[Work to complete] If a line includes "buttons", copy it out of the entries.

-- The input follows --

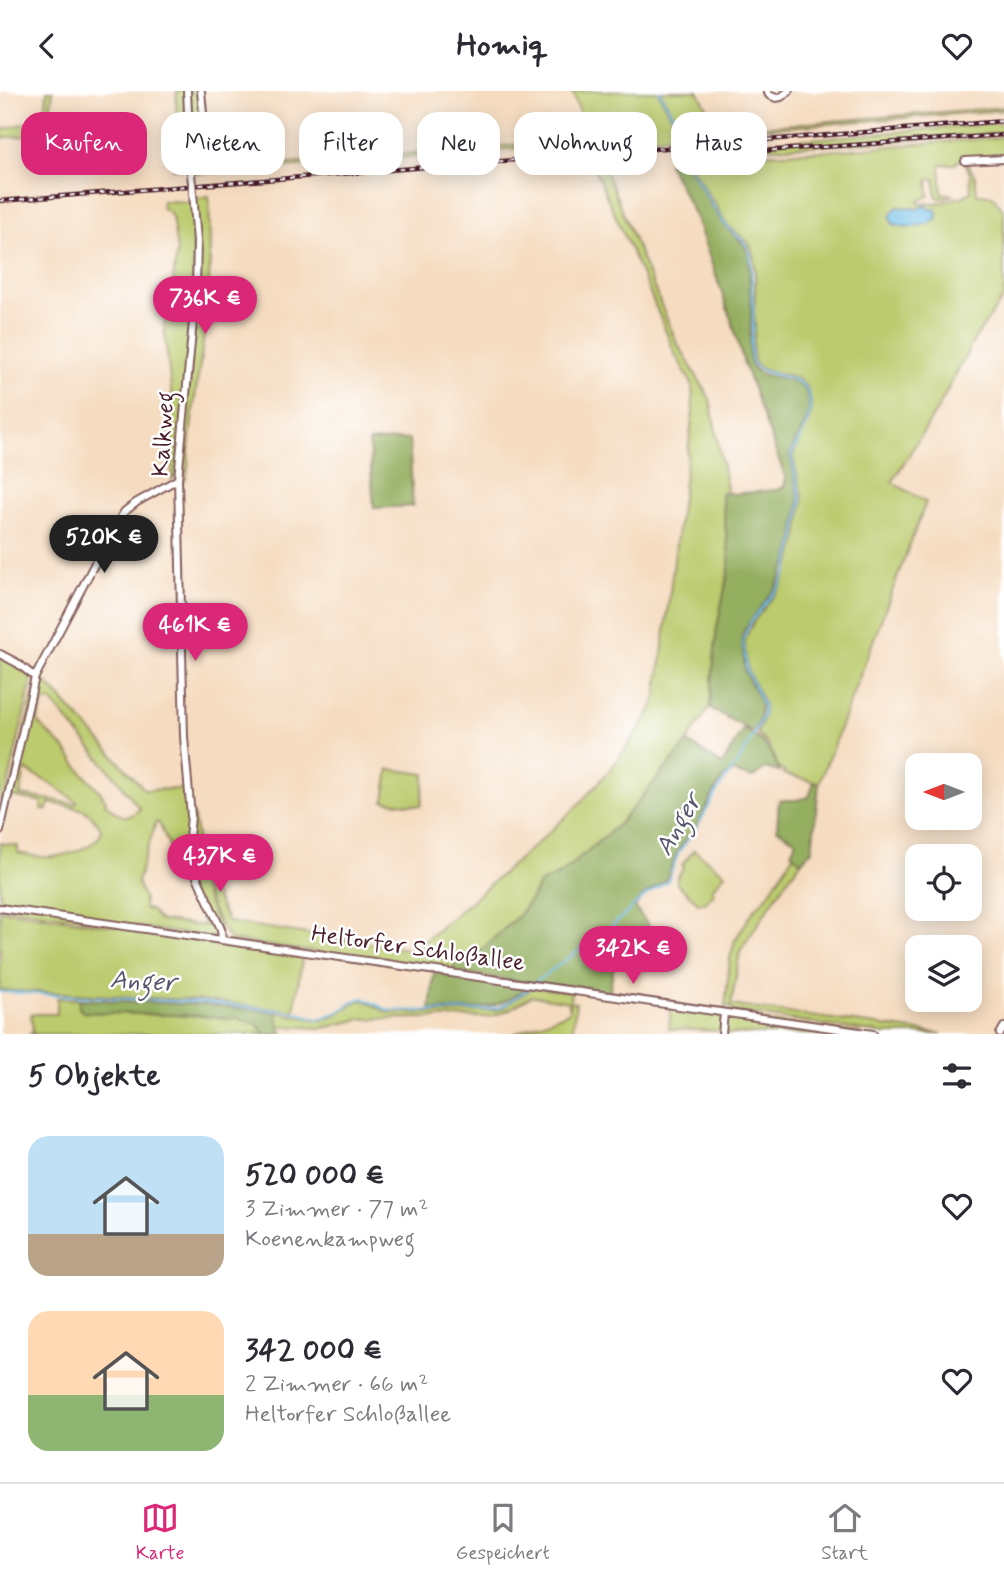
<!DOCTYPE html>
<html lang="de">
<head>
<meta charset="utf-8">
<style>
	:root { --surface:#fff; --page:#f7f7f7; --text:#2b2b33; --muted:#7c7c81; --line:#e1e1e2; --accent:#db2777 }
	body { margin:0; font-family:Mynerve,sans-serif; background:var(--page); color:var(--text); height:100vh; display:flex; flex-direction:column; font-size:26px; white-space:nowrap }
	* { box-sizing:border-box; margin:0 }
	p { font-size:23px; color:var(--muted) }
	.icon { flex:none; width:38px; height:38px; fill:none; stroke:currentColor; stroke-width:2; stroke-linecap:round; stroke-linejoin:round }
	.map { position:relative; height:943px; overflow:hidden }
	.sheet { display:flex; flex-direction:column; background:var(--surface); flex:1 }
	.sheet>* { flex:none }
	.top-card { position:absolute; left:21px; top:21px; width:962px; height:63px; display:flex; gap:14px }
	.needle { width:46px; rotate:270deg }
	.buttons { position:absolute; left:905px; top:662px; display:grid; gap:14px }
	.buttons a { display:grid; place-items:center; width:77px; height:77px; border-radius:14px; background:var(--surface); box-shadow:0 4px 18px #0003; font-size:35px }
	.price { position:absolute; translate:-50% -60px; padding:0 16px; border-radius:24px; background:var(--accent); color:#fff; font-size:23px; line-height:46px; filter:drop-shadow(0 2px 4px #0008) }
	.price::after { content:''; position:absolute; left:50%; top:42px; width:21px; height:16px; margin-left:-10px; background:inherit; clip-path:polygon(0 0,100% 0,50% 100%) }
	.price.current { background:#222; color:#fff }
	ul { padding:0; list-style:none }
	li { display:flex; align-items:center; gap:21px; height:175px; padding:0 28px }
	li span { display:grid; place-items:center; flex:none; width:196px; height:140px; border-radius:21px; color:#555 }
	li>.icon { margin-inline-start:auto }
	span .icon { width:84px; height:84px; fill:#fffc; stroke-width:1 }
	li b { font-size:30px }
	h2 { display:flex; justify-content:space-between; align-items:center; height:84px; padding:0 28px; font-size:30px }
	.pill { padding:0 24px; border-radius:21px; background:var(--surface); box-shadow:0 4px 18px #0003; font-size:24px; line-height:63px }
	.pill.current { background:var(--accent); color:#fff }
	header { display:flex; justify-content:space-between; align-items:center; height:91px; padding:0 28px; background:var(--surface); font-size:32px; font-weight:800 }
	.dock { display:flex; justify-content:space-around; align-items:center; height:98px; border-top:2px solid var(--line); background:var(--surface); font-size:19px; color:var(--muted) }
	.dock a { display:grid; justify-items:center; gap:4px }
	.dock .current { color:var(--accent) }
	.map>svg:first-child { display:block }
	.green { fill:#bbcb6d; stroke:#82754c; stroke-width:2; fill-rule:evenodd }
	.forest { fill:#94af60; stroke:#6f6746; stroke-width:2 }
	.water { fill:#6bbde7; stroke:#5a6e89; stroke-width:2 }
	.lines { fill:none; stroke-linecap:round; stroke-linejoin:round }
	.stream { stroke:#6bbde7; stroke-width:2 }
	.street-casing { stroke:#86615f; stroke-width:10 }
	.street { stroke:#fff; stroke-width:6 }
	.rail-casing { stroke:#4a1f2b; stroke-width:4.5 }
	.rail { stroke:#fff; stroke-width:2; stroke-dasharray:5; stroke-linecap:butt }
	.street-bridge-casing { stroke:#86615f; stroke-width:10; stroke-linecap:butt }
	.street-bridge { stroke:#fff; stroke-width:6 }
	.labels { text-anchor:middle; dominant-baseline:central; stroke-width:5; stroke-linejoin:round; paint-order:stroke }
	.street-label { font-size:24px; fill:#4a1f2b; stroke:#fff }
	.water-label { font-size:26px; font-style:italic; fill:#56566d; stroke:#fff }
</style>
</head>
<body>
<header><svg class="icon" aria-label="back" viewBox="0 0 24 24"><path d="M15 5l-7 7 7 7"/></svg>Homiq<svg class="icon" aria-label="heart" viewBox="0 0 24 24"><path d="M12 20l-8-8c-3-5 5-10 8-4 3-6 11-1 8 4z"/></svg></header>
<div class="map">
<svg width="1004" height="943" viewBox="0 0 1004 943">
	<rect width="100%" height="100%" fill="#fff"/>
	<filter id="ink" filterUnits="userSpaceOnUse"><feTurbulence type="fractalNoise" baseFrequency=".0143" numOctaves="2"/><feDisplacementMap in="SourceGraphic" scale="14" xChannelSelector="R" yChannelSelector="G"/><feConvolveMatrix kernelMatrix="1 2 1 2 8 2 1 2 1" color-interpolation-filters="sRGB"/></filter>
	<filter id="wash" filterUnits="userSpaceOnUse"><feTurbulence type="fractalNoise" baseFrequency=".00686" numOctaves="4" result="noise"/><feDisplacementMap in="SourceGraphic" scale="28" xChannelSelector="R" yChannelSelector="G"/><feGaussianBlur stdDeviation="1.57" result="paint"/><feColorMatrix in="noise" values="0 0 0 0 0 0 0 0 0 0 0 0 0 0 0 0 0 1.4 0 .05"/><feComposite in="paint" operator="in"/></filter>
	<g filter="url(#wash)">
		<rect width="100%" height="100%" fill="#f5dbbf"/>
		<path class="green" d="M47,0H53L47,43L0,47V39L45,27Z
			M177,0H186L189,77L173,78Z
			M189,0H200C202,27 205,53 210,78L588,48L584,32L572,0H657L677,34L679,33L660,0H698L719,39L1004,16V19L193,83Z
			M1004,32V42L851,53L689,61V58Z
			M1004,46V67L960,69L955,73L940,74L942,102L953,104L944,107H939L936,104L935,88H928L929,105L919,110V113L944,111L958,106L960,107L971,101L970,83L965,72H967L975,85L977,103L992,104L1004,120V206L975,247L937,319L892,391L926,411L819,692L783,683L784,680L780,679L769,655L757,642C774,607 757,609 748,578C745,569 745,559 745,550L746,545L754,530L780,497L791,471L797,449L803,409L793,367C796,347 813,335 811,312C808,271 764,290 755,272C750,261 755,247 755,235C755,230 754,224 754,219C755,201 757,179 752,160C749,147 735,143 727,133C723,128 719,121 716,115C707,102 699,88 690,74L688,66L827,60Z
			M604,76L676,250L710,308L727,398L721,402L729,464V478L717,536L710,615L679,664L619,733L562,782L539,793L534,803L518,825L477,863L454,874L453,881L231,849C220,840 192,774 190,759C189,747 192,733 192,720C197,734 196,750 200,764C206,788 217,809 228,831L414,859C447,831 479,803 511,775C556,736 603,695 635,644C644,631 654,617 657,602L693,321L692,293L675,263L653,209L594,77Z
			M209,105C210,146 211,187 206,228C201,278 189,327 188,377L186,388L183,391L179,387L197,201L195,107Z
			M162,110L192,111C199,201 185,291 177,381L172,390L173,315L164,235L173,191L177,159L172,126L167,119L162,117Z
			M0,564L28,582L32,588L5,708L0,710Z
			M37,587L48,593L145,699L180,698L187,696L190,724L187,749L182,751L187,759L219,838L218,845L216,847L0,816V752L18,755V762C29,764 39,767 51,766C65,765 118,751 95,729C91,725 87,720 83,719C72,715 60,714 49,712L47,719L41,718L42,711L10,705ZM45,610L52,611L117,688L140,718C126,731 117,724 105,712L106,710L99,699L82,681L64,657L39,633L38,628ZM25,679L50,692L77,711L76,713L20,704ZM156,731L159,732L205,835L163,830L159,829L151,819L144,818V807L137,791Z
			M389,678L425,683L421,715L384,710Z
			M694,759L725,783L712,798L714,802L705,812H698L677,793V787L684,776L682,774Z
			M794,763L801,771L783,795L740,860L731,914L942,943H885L732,920L730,915L725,917L730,867L735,849L754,819L768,804Z
			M0,819L303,862L294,920L208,910L0,899Z
			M532,896L571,901L570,911L576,912L572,943H514L569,921V911L532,905L508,919L490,926L361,928L323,937L279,935L276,921L321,929L337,923L357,910L364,909L387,921L398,922H446L485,920L500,918L528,900Z
			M57,907L79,908V917L83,921L201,925L237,928L255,932L260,936L264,943H30L33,941L31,923H57Z
			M671,915L718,922L721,925V940L669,938Z
			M729,925L861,943H723L725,932Z"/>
		<path class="forest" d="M684,69C698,88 708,112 723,132C732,144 746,150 750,167C749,194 753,221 750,248C750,256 747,267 752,275C763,295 813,275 809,319C807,336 795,348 790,364L799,409L794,448L789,468L777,495L746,536L742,545L745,581L761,612L760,628L753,641L713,619L710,615L717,536L729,478V464L722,405L727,401L732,403L776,399L784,396L786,388L744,273L733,234L696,127L668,72Z
			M409,348L413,415L374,417L369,351Z
			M743,638C763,649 772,659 779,681L765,677L752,687L733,681L724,686L716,698L697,734L678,760L666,789L642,806L635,816L653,841C650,862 631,867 614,874L609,904L453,881L454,874L477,863L518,825L534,804L539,793L562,782L619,733L688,651L722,674Z
			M814,691L819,692L812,759L801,771L791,761L796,750L777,738L779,709H796L809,706Z
			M434,882L528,895C500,921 466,920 430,918Z
			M79,908L208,914L276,921L279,935L283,943H264L260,936L255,932L237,928L201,925L83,921L79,917Z"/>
		<path class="water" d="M927,114L928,118H935L937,122L936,128C925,136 904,138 892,132C889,124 891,121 898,116L918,118Z"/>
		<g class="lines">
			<path class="stream" d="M659,0L684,45
				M534,892L610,837L644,806L668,790L679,761L698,735L718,699L742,665L760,631L763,624V614L747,580L743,550L747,538L752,529L779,496L787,480L795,449L801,409L791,364C796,352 804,343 807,331C825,272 760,293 752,270C749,260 752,247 753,238C754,222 752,205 752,189C751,181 752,171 750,162C747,150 734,143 726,134C713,118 701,93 689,75L686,66
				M0,901L208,912L295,921L319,928L338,921L356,909L363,907L388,919L446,920L485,919L500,916L506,913L530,897"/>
		</g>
	</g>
	<g filter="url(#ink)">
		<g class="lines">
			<g class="street-casing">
				<path id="street" d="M187,0L191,83
					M201,0L205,44
					M767,0L769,4L776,7L781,6L789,0
					M965,70L1004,68
					M193,102L197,150L196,199L178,388L184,646L191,725L188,757L197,786L221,838L222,849
					M0,563L17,572L35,586
					M0,740L35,586L104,455L124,421L137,411L178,388
					M0,817L873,943
					M722,943L724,922
					M1000,943L1004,936"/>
			</g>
			<use href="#street" class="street"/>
			<g class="rail-casing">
				<path id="rail" d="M732,62L1004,44
					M0,110L1004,30"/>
			</g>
			<use href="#rail" class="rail"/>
			<g class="street-bridge-casing">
				<path id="street-bridge" d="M191,83L193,102"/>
			</g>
			<use href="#street-bridge" class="street-bridge"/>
		</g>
	</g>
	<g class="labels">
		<g class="street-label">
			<text transform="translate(164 343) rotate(-86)">Kalkweg</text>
			<text transform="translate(418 858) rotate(8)">Heltorfer Schloßallee</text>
		</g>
		<g class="water-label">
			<text transform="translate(679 734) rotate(-60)">Anger</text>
			<text transform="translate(143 891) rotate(3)">Anger</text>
		</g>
	</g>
</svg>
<div class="buttons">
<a><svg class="needle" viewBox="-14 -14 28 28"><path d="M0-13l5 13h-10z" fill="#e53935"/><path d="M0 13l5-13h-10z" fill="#7c7c81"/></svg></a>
<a><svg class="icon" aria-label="locate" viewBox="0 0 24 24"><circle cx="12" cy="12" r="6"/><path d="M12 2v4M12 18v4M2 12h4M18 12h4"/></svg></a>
<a><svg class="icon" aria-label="layers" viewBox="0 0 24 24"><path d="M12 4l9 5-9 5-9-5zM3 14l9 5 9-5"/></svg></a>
</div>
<b class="price" style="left:205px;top:245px">736K €</b>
<b class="price current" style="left:104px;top:484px">520K €</b>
<b class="price" style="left:195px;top:572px">461K €</b>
<b class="price" style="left:220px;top:803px">437K €</b>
<b class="price" style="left:633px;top:895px">342K €</b>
<div class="top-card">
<a class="pill current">Kaufen</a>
<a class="pill">Mieten</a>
<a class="pill">Filter</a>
<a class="pill">Neu</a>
<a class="pill">Wohnung</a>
<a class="pill">Haus</a>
</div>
</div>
<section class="sheet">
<h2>5 Objekte<svg class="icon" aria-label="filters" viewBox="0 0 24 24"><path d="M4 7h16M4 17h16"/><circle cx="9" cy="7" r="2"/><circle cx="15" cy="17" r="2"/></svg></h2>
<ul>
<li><span style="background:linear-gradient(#bfe0f5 70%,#b9a48a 0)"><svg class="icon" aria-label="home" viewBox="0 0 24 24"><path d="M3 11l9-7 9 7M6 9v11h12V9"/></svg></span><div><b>520 000 €</b><p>3 Zimmer · 77 m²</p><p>Koenenkampweg</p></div><svg class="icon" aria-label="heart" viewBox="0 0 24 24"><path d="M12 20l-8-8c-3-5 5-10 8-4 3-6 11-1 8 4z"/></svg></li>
<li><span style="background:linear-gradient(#ffd9b3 60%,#8fb573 0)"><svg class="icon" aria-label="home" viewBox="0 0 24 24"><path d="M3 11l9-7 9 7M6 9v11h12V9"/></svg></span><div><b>342 000 €</b><p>2 Zimmer · 66 m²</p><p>Heltorfer Schloßallee</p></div><svg class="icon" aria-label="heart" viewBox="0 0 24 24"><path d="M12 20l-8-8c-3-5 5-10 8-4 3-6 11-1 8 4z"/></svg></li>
</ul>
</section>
<nav class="dock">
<a class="current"><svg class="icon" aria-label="map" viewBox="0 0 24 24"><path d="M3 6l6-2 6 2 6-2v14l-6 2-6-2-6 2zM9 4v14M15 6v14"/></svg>Karte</a>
<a><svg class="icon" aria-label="saved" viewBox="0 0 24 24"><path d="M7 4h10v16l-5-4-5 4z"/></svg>Gespeichert</a>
<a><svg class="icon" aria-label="home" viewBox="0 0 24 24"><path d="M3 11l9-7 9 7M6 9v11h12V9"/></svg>Start</a>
</nav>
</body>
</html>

-- The input concluded --

[Written reply]
	.buttons { position:absolute; left:905px; top:662px; display:grid; gap:14px }
	.buttons a { display:grid; place-items:center; width:77px; height:77px; border-radius:14px; background:var(--surface); box-shadow:0 4px 18px #0003; font-size:35px }
<div class="buttons">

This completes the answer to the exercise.